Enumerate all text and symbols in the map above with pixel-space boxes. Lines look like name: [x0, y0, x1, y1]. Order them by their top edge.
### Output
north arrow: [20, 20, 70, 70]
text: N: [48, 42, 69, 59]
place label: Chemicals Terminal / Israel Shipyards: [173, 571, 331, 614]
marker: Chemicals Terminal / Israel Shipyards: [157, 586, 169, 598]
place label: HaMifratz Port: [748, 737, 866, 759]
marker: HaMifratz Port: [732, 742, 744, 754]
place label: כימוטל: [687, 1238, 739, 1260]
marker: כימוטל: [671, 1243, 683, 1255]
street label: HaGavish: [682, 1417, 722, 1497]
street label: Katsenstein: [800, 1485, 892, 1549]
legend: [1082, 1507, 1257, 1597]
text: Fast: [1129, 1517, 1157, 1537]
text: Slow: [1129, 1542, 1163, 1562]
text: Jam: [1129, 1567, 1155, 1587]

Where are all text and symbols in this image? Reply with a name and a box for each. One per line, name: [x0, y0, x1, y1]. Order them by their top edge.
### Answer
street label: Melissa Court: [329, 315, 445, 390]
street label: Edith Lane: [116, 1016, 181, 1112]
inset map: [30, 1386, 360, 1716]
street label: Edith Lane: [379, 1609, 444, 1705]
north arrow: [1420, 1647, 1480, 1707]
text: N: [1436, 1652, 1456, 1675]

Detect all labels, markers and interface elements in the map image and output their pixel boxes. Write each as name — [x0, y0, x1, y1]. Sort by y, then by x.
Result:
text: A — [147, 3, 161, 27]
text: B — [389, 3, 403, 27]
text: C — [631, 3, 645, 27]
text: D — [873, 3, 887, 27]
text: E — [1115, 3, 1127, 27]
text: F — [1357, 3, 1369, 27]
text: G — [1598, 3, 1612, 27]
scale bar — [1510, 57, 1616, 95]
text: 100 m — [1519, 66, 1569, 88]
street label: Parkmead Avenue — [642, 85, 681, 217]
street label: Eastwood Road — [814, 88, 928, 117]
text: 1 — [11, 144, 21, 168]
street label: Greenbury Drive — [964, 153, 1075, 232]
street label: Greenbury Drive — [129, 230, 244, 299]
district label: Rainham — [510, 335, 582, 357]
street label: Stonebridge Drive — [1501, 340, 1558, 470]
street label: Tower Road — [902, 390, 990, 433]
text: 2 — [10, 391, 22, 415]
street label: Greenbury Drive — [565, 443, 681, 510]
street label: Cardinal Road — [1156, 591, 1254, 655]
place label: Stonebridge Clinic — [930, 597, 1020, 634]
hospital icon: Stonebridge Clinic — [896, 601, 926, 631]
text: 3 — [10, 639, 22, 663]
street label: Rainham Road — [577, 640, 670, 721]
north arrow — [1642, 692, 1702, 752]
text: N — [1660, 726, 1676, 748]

Task prompt
Retrieve all lines from the data that contain the string "them".

Task solution
Enumerate all text and symbols in the map above with pixel-space boxes. Lines look like name: [x0, y0, x1, y1]. Order them by their top edge.
Where are all text and symbols in this image? Reply with a name and a box for each. One per line, name: [x0, y0, x1, y1]. Order them by their top edge.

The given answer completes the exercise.